Le succès de la relation d’un mimique à son modèle peut être jugé par des motifs de couleurs, à l’aide d’une échelle développée par Sheppard (1962). Cette échelle trace un papillon imite la forme physique relative par rapport à son motif de couleur, l’échelle de couleur allant de 0 à 5. Une morphologie de P. dardanus avec un motif de couleur numéro 3 aurait la plus grande forme physique. Les principaux facteurs influençant l’aptitude de ces motifs de couleur seraient l’abondance du modèle et les niveaux de prédation (Clarke et Sheppard, 1960a). Les imitations tombant dans les gammes de couleurs supérieures ou inférieures à 3 subiront des avantages diminués car elles ressemblent moins au modèle (Sheppard 1962).

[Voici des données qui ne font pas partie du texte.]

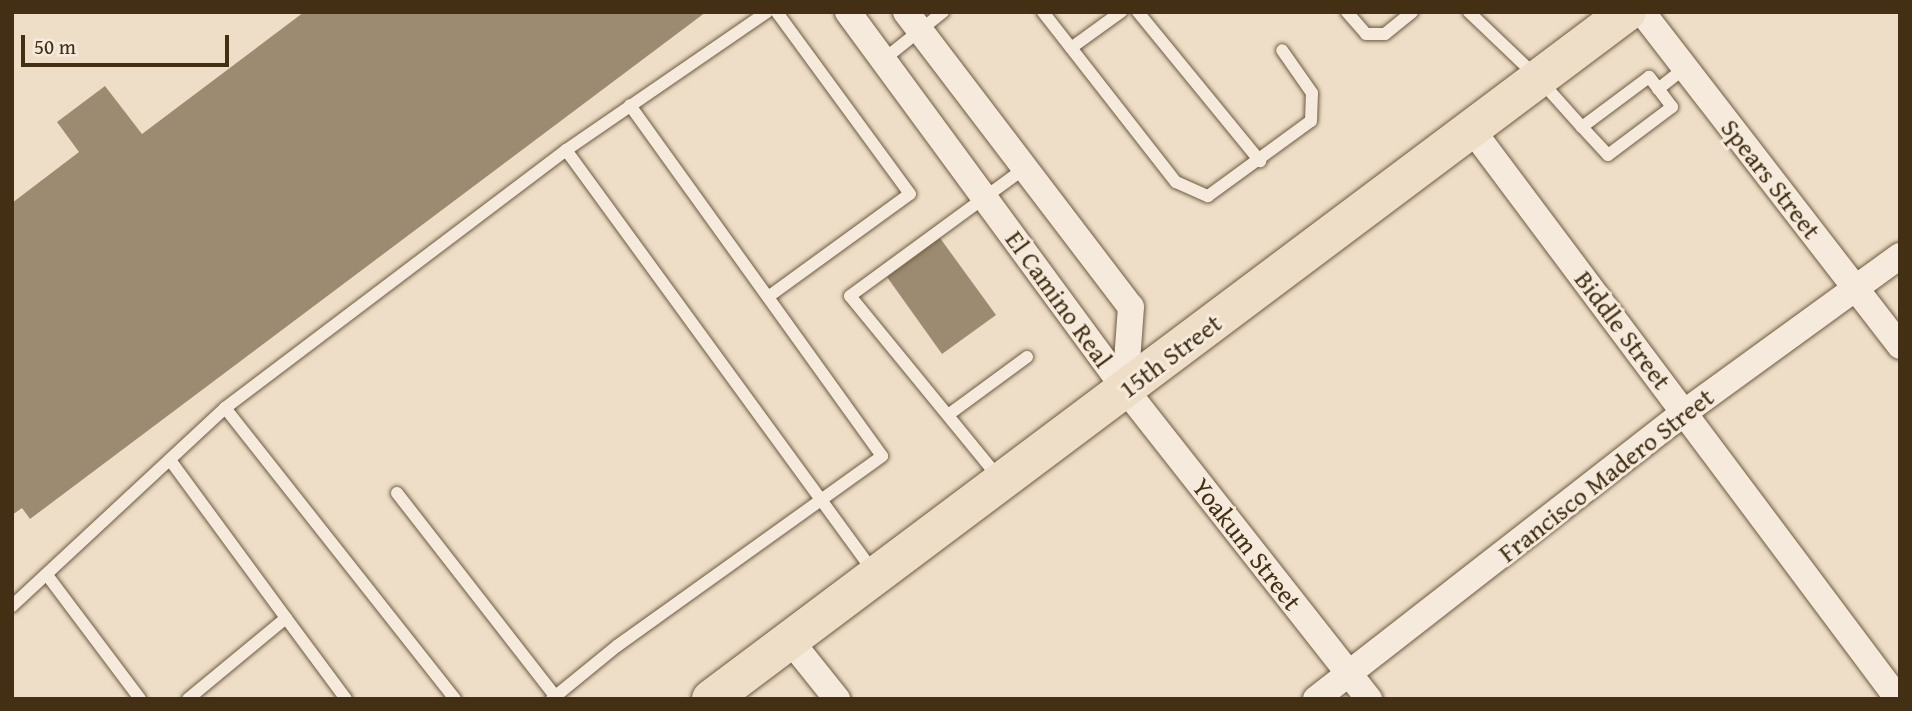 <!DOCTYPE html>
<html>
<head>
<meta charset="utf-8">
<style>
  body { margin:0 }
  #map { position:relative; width:1912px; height:711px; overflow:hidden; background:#efdec7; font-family:"Gentium Book Plus",serif }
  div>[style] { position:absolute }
  .building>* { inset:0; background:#9c8a71 }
  .roads { filter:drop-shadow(0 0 2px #6d5b41) drop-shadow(0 0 2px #6d5b41) }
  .lane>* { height:12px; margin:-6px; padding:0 6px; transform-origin:6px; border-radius:6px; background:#f5eadb }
  .street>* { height:26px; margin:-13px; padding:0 13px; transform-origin:13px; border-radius:13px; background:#f5eadb }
  .primary>* { height:38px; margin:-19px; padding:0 19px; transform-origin:19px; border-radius:19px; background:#efdec7 }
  span { translate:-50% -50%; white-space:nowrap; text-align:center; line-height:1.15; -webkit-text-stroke:6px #f5eadb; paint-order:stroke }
  .street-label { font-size:26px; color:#422f14 }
  .frame { position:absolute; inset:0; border:14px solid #422f14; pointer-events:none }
  .scale { position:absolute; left:21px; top:35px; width:208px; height:32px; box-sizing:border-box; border:4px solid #422f14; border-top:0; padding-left:9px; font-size:21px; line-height:24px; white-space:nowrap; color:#422f14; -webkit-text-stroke:5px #f5eadb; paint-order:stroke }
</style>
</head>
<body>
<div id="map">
  <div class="building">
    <i style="clip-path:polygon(304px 12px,706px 12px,30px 519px,22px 508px,12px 515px,12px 203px,79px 152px,57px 122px,105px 86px,142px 134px)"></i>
    <i style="clip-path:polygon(940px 238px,996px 315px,942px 354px,887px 277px)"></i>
  </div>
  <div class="roads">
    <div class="lane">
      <i style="left:767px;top:12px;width:244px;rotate:145.5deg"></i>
      <i style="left:566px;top:150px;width:521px;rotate:53.9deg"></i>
      <i style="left:1043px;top:12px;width:216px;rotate:52deg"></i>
      <i style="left:1176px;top:182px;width:35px;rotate:24deg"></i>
      <i style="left:1208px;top:196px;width:127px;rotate:-36.1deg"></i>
      <i style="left:1311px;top:121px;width:28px;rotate:-88deg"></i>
      <i style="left:1312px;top:93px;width:52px;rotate:-124.9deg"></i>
      <i style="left:1138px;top:12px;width:193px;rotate:50.7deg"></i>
      <i style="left:1347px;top:12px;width:29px;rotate:49deg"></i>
      <i style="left:1366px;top:34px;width:19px"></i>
      <i style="left:1385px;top:34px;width:35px;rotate:-39deg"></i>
      <i style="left:1469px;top:12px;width:97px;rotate:43.7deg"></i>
      <i style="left:1539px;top:79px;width:64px;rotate:48.1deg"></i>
      <i style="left:1582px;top:127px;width:38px;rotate:47deg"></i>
      <i style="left:1608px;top:155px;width:80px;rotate:-36.9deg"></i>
      <i style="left:1672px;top:107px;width:38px;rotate:-127deg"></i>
      <i style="left:1649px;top:77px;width:84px;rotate:143.3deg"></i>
      <i style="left:1071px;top:48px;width:62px;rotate:-35.8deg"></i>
      <i style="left:883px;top:60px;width:77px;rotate:-38.7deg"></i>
      <i style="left:1658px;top:89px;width:34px;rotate:-38deg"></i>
      <i style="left:768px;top:297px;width:175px;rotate:-36deg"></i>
      <i style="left:910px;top:194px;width:225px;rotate:-126.2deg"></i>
      <i style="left:948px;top:415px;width:98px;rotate:-36.3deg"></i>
      <i style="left:170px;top:460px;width:196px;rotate:53.7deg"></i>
      <i style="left:286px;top:618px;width:127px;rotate:140.4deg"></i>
      <i style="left:999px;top:478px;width:235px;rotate:-129.3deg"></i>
      <i style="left:850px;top:296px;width:217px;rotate:-36.2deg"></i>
      <i style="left:397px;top:493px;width:257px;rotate:52.1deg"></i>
      <i style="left:47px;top:575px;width:155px;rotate:53.1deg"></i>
      <i style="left:12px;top:606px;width:291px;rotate:-42.9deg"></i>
      <i style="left:286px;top:618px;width:101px;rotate:53.5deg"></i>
      <i style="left:455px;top:699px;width:371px;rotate:-128.3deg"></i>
      <i style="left:225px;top:408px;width:428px;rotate:-37.1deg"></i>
      <i style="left:552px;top:699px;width:84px;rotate:-39.2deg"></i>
      <i style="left:617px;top:646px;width:326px;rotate:-35.6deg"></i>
      <i style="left:882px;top:456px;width:432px;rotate:-125.7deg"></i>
    </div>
    <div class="street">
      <i style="left:848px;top:12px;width:468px;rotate:53.7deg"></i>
      <i style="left:1125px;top:389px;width:395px;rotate:51.8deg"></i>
      <i style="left:906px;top:12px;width:371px;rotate:52.7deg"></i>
      <i style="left:1131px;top:307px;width:82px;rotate:94.2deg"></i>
      <i style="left:1642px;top:12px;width:422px;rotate:52.3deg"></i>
      <i style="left:1473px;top:131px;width:709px;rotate:53.19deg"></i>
      <i style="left:789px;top:639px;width:77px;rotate:51.3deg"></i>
      <i style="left:1316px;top:699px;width:467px;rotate:-37.9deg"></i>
      <i style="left:1685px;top:412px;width:266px;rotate:-36deg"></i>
    </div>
    <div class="primary">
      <i style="left:711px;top:699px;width:1145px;rotate:-36.87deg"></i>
    </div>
  </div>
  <div class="street-label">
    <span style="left:1771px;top:179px;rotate:52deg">Spears Street</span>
    <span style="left:1059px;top:299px;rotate:54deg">El Camino Real</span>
    <span style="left:1623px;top:330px;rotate:53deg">Biddle Street</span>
    <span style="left:1170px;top:356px;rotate:-37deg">15th Street</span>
    <span style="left:1606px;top:475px;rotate:-38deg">Francisco Madero Street</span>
    <span style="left:1247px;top:544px;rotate:52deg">Yoakum Street</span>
  </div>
  <div class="frame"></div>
  <div class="scale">50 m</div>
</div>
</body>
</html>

Chaque mimique de dardanus a un hôte spécifique et ne peut être trouvé dans aucune région sans cet hôte, mais les morphes peuvent être partagés entre les races. Par exemple, quatre races (dardanus, cenea, tibullus et meseres) en Afrique de l’Est partagent trente et un morphes, cependant, aucun morpheest trouvé dans les neuf races (Wickler 1968). Le succès et la fréquence de chaque morphing semblent être basés sur l’abondance de son modèle et sa capacité à correspondre étroitement aux modèles de couleurs et au comportement du modèle. Lorsqu’une espèce développe de nombreuses morphes mimétiques dans une zone, comme P. dardanus a fait dans toute l’Afrique, le rapport de chaque morphème mimétique aux individus du modèle est réduit, améliorant la vitesse à laquelle les prédateurs apprennent à éviter le motif de couleur.

Remerciements

Je remercie le Dr T.C. Emmel et le Dr T.J. Walker pour leurs suggestions sur ce document.

Références citées

  • Clarke, C.A. & P. M. Sheppard. 1960a. L’évolution du mimétisme chez le papillon Papilio dardanus. Hérédité 14:163-173.
  • Clarke, C.A. & P.M. Sheppard. 1960b. Super-gènes et mimétisme. Hérédité 14:175-185.
  • Clarke, C.A. & Après-midi Sheppard. 1963. Interactions entre les principaux gènes et polygènes dans la détermination des motifs mimétiques de Papilio dardanus. Évolution 17:404-413.
  • Devries, P.J. 1987. Les papillons du Costa Rica et leur histoire naturelle. Université de Princeton. La presse, Princeton N.J.
  • Prix, P.W. 1984. Écologie des insectes, 2e éd. John Wiley et ses fils, New York.
  • Ritland, D.B. & L.P. Brower. 1991. Le papillon vice-roi n’est pas un imitateur batésien. Nature 350:497-498.
  • Sheppard, P.M. 1962. Certains aspects de la géographie, de la génétique et de la taxonomie d’un papillon, pp. 135-152 Dans D. Nichols Taxonomy and geography. Syst. Assoc. Publ. N° 4.
  • Wickler, W. 1968. Mimétisme chez les plantes et les animaux. McGraw-Hill New York.